Begin with the first line below and retype each line exactly through the line containing "display:block; font-size:15px; white-space:nowrap". Any pictures are to be left out.

*** Opening GIVEN INFORMATION ***

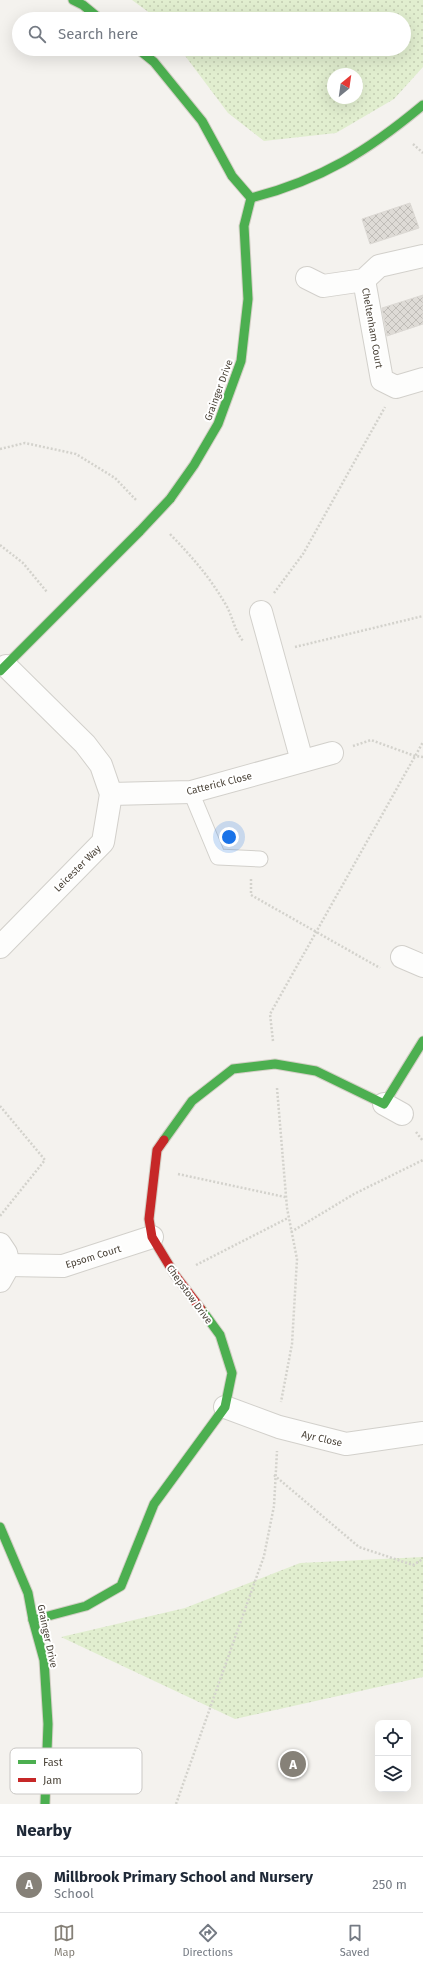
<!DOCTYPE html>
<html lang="en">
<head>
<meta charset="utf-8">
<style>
  body { margin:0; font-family:"Fira Sans",sans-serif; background:#f6f6f7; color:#1f2937 }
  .controls { position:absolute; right:12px; bottom:12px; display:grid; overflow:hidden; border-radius:8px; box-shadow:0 4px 16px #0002 }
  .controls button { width:36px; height:36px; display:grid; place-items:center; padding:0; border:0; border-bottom:1px solid #e0e1e3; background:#fff; color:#1f2937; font:20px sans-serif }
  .compass { position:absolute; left:327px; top:68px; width:36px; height:36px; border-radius:50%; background:#fff; box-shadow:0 4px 16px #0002; rotate:29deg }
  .you { position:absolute; left:229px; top:837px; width:14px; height:14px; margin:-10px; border:3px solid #fff; border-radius:50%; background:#1a73e8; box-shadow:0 0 0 6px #1a73e833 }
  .badge { display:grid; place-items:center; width:26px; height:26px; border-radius:50%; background:#868178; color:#fff; font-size:13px; font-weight:700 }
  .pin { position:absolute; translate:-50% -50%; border:2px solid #fff; box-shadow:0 1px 4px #0006 }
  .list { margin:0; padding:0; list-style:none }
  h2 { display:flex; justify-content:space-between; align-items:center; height:52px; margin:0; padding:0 16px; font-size:17px }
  h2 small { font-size:13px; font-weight:400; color:#747a83 }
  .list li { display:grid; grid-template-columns:26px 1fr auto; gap:12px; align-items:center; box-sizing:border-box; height:56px; padding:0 16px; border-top:1px solid #e0e1e3 }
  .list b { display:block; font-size:15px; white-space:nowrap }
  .list p { margin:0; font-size:13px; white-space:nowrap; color:#747a83 }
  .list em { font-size:13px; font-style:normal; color:#747a83 }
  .icon { flex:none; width:22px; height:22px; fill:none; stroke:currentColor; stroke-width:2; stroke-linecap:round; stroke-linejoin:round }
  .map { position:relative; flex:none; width:423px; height:1804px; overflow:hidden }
  .search { position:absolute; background:#fff; box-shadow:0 4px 16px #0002; left:12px; right:12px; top:12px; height:44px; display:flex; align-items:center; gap:10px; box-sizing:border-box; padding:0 14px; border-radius:22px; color:#747a83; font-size:15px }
  .sheet { height:108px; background:#fff }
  nav { display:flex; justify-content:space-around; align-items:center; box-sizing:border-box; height:56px; border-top:1px solid #e0e1e3; background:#fff; font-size:11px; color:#747a83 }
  nav a { display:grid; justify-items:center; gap:2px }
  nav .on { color:#868178 }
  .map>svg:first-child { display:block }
  .grass { fill:url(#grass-dots); fill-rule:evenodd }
  .building { fill:url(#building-cross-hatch); stroke:#dcd9d4 }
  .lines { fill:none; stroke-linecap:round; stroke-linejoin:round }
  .lane-casing { stroke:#d2d0cb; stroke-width:17 }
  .street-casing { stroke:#d2d0cb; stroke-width:24 }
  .fast-casing { stroke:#d3cfc5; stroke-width:11 }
  .jam-casing { stroke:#d3cfc5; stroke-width:11 }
  .path { stroke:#d3d2cc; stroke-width:2.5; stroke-dasharray:2 2; stroke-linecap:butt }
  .lane { stroke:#fdfdfc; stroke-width:15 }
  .street { stroke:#fdfdfc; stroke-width:22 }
  .fast { stroke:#4caf50; stroke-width:9 }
  .jam { stroke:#c62828; stroke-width:9 }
  .fast-bridge-casing { stroke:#d3cfc5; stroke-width:11; stroke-linecap:butt }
  .fast-bridge { stroke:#4caf50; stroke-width:9 }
  .labels { text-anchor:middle; stroke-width:4; stroke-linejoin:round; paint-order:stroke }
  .street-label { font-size:10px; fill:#4b4439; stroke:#fff }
  .key { fill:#fff; stroke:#c9c7c4; stroke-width:1 }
  .key-label { font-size:11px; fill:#4b4439 }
</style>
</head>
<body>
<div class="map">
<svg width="423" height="1804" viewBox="0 0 423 1804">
  <defs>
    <pattern id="grass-dots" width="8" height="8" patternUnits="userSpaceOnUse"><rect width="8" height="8" fill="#e1eecf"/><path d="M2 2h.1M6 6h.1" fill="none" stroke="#c3cdb2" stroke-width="1.8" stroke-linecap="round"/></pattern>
    <pattern id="building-cross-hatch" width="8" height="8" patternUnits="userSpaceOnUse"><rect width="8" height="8" fill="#dedbd6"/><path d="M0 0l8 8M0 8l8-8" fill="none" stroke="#c0bdb8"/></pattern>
  </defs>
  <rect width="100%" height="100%" fill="#f4f2ee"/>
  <!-- grass -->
  <g class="grass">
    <path d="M132 0H423V67L394 99 336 133 264 141 228 113 180 49H404V19H158ZM333 74H357V98H333Z"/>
    <polygon points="423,1557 423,1677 235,1719 61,1637 185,1608 300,1563"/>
  </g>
  <!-- building -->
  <g class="building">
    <polygon points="410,203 419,228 370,244 362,219"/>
    <polygon points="423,295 423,324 387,336 382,308"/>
  </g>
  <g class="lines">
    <!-- lane casing -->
    <g class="lane-casing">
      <polyline id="lane" points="191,792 218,857 260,859"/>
    </g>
    <!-- street casing -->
    <g class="street-casing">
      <g id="street">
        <polyline points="307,278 323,286 364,280 379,266 423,256"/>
        <polyline points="364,280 382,380 396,387 423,379"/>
        <polyline points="261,612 302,761"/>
        <polyline points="111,794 191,792 332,753"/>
        <polyline points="0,947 103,842 111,794 101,765 85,744 6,666"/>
        <polyline points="402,957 423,966"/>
        <polyline points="384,1104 402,1114"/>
        <polyline points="0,1244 6,1253 9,1265 0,1281"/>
        <polyline points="9,1265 63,1266 152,1237"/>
        <polyline points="225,1407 279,1427 346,1444 423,1433"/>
      </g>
    </g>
    <!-- fast casing -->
    <g class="fast-casing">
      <g id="fast">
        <polyline points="73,0 83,5 100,19"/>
        <polyline points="138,49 154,62 202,121 232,176 251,198 244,226 248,299 241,361 218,424 194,465 170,499"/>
        <path d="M251 198C321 180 368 151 423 105"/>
        <polyline points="0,671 140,531"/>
        <polyline points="164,1140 192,1101 233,1069 275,1064 316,1071 384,1104 423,1041"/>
        <polyline points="0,1527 28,1593 33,1620 44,1660 48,1724 45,1804"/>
        <polyline points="33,1620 86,1606 121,1586 154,1504 225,1407 232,1373 220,1335 201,1309"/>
      </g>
    </g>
    <!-- jam casing -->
    <g class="jam-casing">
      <polyline id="jam" points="164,1140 157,1150 149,1219 152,1237 175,1275 201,1309"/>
    </g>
    <!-- path -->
    <g class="path">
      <polyline points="413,144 423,153"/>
      <polyline points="0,449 25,443 76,454 115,478 137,501"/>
      <path d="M170 534C193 558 209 576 226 605 233 617 234 630 243 641"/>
      <polyline points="0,545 23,563 47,592"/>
      <polyline points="274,593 303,554 385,407"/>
      <polyline points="295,647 423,616"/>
      <polyline points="353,746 371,740 415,756 423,757"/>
      <polyline points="251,879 251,895 380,968"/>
      <polyline points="273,1041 270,1014 423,742"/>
      <polyline points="277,1088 287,1208 297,1259 292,1344 281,1402"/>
      <polyline points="0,1106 45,1160 0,1216"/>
      <polyline points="416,1132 423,1141"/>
      <polyline points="178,1174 285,1197"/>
      <polyline points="291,1232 354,1194 423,1160"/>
      <polyline points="196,1265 288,1218"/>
      <polyline points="274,1475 359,1547 413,1565 423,1559"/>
      <polyline points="176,1804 264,1556 274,1506 277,1451"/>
    </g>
    <!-- lane -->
    <use href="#lane" class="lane"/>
    <!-- street -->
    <use href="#street" class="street"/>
    <!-- fast -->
    <use href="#fast" class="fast"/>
    <!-- jam -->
    <use href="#jam" class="jam"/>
    <!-- fast-bridge casing -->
    <g class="fast-bridge-casing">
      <polyline id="fast-bridge" points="140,531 170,499"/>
    </g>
    <!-- fast-bridge -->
    <use href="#fast-bridge" class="fast-bridge"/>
  </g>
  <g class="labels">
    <!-- street labels -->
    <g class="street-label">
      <text transform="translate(373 328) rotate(80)" y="4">Cheltenham Court</text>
      <text transform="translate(218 390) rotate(-70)" y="4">Grainger Drive</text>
      <text transform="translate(219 783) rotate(-14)" y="4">Catterick Close</text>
      <text transform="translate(77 868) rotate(-45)" y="4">Leicester Way</text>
      <text transform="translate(93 1256) rotate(-17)" y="4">Epsom Court</text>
      <text transform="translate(190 1294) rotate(54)" y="4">Chepstow Drive</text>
      <text transform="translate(322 1438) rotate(13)" y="4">Ayr Close</text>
      <text transform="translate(48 1636) rotate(78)" y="4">Grainger Drive</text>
    </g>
  </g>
  <!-- legend -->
  <rect x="10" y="1748" width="132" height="46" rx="6" class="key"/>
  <rect x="18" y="1760" width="18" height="4" fill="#4caf50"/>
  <rect x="18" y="1778" width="18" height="4" fill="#c62828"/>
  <g class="key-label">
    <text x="43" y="1766">Fast</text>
    <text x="43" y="1784">Jam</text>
  </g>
</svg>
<div class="controls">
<button><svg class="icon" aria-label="locate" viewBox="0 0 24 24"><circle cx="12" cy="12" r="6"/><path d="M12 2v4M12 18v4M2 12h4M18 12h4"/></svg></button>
<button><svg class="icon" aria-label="layers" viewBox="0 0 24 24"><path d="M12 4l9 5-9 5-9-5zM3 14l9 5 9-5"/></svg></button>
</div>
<svg class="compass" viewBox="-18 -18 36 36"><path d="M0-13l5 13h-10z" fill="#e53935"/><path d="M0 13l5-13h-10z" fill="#747a83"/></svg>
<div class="you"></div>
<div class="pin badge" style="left:293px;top:1764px">A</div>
<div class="search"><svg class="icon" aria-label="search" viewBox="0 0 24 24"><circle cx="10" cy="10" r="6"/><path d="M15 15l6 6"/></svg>Search here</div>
</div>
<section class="sheet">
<h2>Nearby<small></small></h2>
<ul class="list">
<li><span class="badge">A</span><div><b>Millbrook Primary School and Nursery</b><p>School</p></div><em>250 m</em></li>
</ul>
</section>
<nav>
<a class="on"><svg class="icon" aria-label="map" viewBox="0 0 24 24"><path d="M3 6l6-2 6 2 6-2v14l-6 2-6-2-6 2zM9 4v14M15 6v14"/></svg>Map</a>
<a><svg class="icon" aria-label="directions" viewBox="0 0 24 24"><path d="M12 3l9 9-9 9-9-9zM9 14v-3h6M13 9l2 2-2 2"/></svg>Directions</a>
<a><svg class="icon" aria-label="saved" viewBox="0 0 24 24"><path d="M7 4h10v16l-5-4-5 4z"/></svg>Saved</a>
</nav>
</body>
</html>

*** Closing GIVEN INFORMATION ***

> RESULT OF THE EXERCISE:
<!DOCTYPE html>
<html lang="en">
<head>
<meta charset="utf-8">
<style>
  body { margin:0; font-family:"Fira Sans",sans-serif; background:#f6f6f7; color:#1f2937 }
  .controls { position:absolute; right:12px; bottom:12px; display:grid; overflow:hidden; border-radius:8px; box-shadow:0 4px 16px #0002 }
  .controls button { width:36px; height:36px; display:grid; place-items:center; padding:0; border:0; border-bottom:1px solid #e0e1e3; background:#fff; color:#1f2937; font:20px sans-serif }
  .compass { position:absolute; left:327px; top:68px; width:36px; height:36px; border-radius:50%; background:#fff; box-shadow:0 4px 16px #0002; rotate:29deg }
  .you { position:absolute; left:229px; top:837px; width:14px; height:14px; margin:-10px; border:3px solid #fff; border-radius:50%; background:#1a73e8; box-shadow:0 0 0 6px #1a73e833 }
  .badge { display:grid; place-items:center; width:26px; height:26px; border-radius:50%; background:#868178; color:#fff; font-size:13px; font-weight:700 }
  .pin { position:absolute; translate:-50% -50%; border:2px solid #fff; box-shadow:0 1px 4px #0006 }
  .list { margin:0; padding:0; list-style:none }
  h2 { display:flex; justify-content:space-between; align-items:center; height:52px; margin:0; padding:0 16px; font-size:17px }
  h2 small { font-size:13px; font-weight:400; color:#747a83 }
  .list li { display:grid; grid-template-columns:26px 1fr auto; gap:12px; align-items:center; box-sizing:border-box; height:56px; padding:0 16px; border-top:1px solid #e0e1e3 }
  .list b { display:block; font-size:15px; white-space:nowrap }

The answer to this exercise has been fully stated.